Volume 6

Ownership of Data: The Numerus Clausus of Legal Objects

Sjef van Erp

From a comparative viewpoint, “ownership” at a formal level (i.e., technical-terminological), but even more so at a substantive level, already has a wide variety of meanings. It ranges from the fullest right possible with regard to tangibles (thus excluding intangibles as in German law) to the fullest right possible with regard to both tangibles and intangibles (as in French law) to an exclusive right to possession (as in common law, where we should, furthermore, distinguish between “estates” in land and “titles” to personal property). What has hardly been noticed is that the description of what is meant by ownership, although primarily aimed at delineating the content of that right, also characterizes the object of the right. The object of the right is thus a part of the right’s content.
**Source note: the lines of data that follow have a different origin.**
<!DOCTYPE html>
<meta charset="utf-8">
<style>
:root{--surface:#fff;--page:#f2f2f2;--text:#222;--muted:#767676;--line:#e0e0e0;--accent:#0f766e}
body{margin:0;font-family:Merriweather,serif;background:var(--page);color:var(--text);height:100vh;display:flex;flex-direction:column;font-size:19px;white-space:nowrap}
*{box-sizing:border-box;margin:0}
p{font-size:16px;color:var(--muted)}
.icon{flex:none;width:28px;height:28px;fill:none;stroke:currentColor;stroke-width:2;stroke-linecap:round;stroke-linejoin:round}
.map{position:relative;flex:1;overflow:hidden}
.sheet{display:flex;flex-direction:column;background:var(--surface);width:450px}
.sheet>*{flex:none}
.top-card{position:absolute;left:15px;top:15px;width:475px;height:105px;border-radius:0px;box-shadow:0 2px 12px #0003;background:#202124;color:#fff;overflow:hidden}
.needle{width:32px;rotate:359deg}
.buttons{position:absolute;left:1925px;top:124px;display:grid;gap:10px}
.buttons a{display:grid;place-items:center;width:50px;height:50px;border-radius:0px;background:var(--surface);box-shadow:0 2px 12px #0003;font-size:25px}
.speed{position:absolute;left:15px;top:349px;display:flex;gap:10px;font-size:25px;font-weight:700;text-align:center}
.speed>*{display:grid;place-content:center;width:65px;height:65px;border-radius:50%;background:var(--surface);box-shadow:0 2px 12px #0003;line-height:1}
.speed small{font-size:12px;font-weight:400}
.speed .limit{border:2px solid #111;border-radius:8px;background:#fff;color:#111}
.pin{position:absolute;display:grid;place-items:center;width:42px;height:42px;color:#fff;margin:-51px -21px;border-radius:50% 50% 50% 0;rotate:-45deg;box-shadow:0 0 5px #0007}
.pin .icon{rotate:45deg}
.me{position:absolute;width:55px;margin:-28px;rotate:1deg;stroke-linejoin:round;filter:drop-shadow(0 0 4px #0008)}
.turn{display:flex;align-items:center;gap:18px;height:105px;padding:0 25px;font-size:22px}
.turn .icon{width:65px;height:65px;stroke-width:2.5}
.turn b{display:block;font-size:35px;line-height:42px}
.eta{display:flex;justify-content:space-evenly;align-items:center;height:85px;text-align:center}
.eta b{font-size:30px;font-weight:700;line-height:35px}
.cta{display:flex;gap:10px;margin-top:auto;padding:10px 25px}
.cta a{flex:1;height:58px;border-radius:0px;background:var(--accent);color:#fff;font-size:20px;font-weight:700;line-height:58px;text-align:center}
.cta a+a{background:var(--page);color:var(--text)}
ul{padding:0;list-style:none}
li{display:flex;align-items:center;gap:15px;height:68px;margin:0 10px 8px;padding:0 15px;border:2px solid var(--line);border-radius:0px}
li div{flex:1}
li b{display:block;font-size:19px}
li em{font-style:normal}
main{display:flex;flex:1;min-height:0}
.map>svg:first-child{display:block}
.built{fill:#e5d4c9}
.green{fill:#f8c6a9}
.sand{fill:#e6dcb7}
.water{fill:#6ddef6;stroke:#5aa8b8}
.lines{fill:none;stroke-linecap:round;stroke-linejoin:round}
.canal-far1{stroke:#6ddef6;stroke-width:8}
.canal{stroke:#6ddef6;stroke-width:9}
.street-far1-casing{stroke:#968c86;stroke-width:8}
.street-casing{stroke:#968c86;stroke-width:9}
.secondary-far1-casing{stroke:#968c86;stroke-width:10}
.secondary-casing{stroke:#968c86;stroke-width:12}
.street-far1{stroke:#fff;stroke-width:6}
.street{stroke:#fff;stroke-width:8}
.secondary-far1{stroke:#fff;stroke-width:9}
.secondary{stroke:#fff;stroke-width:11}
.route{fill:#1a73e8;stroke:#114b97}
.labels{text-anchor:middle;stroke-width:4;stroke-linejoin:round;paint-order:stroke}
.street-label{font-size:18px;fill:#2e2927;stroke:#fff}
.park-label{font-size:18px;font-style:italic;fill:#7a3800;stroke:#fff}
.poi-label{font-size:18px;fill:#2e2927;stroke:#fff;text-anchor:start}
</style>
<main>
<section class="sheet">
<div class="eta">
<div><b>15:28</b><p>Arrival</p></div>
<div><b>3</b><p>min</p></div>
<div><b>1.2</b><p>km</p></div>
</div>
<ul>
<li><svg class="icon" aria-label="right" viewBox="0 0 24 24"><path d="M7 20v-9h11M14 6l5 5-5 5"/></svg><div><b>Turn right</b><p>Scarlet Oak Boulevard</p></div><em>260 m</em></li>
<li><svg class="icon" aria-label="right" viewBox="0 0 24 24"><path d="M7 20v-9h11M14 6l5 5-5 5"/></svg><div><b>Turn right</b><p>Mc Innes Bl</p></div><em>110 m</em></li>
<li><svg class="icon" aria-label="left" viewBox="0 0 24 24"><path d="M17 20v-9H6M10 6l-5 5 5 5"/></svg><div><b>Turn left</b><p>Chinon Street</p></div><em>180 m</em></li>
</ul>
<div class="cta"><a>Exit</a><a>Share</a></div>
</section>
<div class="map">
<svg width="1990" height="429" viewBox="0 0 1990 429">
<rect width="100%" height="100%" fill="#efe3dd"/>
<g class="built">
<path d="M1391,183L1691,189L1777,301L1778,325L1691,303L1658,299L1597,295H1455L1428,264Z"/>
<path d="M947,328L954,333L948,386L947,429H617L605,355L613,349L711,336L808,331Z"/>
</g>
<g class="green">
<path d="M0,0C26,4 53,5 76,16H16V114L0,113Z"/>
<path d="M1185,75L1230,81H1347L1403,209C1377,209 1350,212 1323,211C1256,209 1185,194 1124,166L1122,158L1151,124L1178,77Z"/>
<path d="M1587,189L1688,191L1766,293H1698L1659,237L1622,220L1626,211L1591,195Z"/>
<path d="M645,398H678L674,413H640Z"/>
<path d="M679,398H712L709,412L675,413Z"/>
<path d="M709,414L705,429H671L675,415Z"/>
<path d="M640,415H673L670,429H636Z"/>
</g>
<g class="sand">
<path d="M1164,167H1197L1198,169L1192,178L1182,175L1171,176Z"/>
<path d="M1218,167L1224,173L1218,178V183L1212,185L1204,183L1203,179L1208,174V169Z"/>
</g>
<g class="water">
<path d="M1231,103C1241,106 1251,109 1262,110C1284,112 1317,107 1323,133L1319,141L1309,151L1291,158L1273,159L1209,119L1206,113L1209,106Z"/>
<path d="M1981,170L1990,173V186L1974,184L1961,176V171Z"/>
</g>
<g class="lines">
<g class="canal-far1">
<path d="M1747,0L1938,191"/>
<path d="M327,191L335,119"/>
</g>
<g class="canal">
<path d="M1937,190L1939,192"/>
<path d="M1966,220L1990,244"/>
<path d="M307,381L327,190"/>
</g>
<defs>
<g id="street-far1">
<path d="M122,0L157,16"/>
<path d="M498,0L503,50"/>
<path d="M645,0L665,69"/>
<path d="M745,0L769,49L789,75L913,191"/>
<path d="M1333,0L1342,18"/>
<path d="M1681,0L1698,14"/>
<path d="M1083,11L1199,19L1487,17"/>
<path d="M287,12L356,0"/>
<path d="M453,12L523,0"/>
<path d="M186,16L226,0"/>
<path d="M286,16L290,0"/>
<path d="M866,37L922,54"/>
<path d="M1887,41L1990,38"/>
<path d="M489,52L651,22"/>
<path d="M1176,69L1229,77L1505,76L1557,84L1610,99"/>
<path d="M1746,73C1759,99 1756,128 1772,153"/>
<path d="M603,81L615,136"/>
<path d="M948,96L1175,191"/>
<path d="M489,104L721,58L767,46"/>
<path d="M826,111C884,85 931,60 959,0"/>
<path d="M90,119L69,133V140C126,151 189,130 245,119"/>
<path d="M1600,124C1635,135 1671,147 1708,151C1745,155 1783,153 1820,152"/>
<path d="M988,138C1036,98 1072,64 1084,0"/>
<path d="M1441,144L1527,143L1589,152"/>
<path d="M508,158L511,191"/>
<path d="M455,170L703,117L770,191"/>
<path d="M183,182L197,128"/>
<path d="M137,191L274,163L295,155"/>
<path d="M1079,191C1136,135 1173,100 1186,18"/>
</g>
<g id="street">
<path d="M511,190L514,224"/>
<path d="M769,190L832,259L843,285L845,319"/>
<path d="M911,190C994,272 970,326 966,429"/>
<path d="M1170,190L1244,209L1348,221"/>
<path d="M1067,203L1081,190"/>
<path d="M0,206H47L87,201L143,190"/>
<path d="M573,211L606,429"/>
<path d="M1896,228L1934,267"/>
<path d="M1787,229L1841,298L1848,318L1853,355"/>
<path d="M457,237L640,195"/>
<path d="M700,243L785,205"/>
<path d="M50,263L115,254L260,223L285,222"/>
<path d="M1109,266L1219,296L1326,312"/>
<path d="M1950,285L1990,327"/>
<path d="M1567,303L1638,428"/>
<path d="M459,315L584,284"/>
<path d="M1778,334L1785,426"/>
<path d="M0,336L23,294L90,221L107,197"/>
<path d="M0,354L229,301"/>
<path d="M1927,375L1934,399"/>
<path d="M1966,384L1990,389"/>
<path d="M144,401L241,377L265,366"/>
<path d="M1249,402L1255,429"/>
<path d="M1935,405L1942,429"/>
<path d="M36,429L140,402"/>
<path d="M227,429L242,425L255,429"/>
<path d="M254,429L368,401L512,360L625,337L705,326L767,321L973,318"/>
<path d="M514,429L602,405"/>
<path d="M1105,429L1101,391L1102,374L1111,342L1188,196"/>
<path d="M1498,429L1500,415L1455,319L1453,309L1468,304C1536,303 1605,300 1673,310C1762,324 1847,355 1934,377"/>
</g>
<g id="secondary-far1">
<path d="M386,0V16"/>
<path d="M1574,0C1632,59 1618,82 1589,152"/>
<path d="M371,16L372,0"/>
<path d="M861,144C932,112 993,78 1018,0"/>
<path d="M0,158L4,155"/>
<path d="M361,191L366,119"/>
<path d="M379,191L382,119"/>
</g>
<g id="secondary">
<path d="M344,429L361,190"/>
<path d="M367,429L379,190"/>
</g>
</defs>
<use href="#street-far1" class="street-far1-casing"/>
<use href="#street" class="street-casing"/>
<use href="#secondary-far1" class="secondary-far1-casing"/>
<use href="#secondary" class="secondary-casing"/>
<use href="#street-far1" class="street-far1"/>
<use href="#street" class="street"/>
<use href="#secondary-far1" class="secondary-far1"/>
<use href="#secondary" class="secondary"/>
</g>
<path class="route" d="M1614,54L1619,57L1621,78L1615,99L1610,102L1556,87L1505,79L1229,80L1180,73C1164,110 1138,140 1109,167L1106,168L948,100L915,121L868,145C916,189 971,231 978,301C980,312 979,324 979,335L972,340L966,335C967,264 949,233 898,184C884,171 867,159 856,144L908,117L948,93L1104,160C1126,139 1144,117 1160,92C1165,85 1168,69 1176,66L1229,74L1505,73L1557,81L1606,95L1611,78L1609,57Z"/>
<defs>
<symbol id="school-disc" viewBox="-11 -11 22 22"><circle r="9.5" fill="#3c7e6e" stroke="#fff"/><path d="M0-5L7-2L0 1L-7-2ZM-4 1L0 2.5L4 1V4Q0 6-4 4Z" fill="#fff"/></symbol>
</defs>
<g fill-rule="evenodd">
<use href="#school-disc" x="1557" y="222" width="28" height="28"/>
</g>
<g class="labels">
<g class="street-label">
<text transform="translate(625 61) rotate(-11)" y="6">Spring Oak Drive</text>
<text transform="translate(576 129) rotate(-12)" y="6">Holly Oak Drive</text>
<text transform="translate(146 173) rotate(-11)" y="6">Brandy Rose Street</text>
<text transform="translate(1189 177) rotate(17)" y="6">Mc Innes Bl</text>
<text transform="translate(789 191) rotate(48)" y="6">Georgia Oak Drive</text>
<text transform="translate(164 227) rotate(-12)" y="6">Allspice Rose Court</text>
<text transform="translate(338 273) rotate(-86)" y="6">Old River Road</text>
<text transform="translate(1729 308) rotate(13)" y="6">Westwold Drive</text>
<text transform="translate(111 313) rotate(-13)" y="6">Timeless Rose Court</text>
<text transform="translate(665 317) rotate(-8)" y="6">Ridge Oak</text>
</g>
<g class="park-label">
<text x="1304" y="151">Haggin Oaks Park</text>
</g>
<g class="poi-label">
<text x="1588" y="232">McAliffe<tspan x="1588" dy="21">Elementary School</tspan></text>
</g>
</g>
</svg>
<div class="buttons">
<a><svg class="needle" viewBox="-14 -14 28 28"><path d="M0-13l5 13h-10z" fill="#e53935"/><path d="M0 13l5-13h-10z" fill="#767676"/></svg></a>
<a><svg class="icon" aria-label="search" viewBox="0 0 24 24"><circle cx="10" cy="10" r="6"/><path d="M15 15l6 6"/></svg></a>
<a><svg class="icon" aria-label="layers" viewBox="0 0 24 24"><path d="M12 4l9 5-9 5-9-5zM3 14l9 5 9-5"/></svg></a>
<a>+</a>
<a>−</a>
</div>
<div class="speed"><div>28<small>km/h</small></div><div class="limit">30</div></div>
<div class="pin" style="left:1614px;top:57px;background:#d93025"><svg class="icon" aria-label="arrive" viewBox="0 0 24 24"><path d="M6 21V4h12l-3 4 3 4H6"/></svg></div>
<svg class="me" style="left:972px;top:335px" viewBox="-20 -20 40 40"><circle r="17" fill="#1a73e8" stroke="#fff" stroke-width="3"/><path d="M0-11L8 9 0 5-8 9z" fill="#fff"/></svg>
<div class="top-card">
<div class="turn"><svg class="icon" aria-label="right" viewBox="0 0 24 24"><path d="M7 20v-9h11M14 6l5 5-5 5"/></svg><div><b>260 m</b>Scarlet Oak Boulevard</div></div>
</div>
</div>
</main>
In other words, the right (ownership) and the object (tangible/intangible) have traditionally been connected; the object is a qualifier of the property right. This intersects with the civilian idea of a numerus clausus of property rights, which is thus buttressed by a numerus clausus of legal objects. The type of property rights is seen as limited, both with regard to number and content, and so is the type of objects related to those property rights. The digital revolution, with its rapid growth of digital data and incredibly fast expansion of interconnectedness and interoperability, thus makes us question both what can be recognised as a legal object (can it include “digital data” and if so, under which conditions?) and what the impact of the recognition of digital data as a legal object means for our understanding of ownership.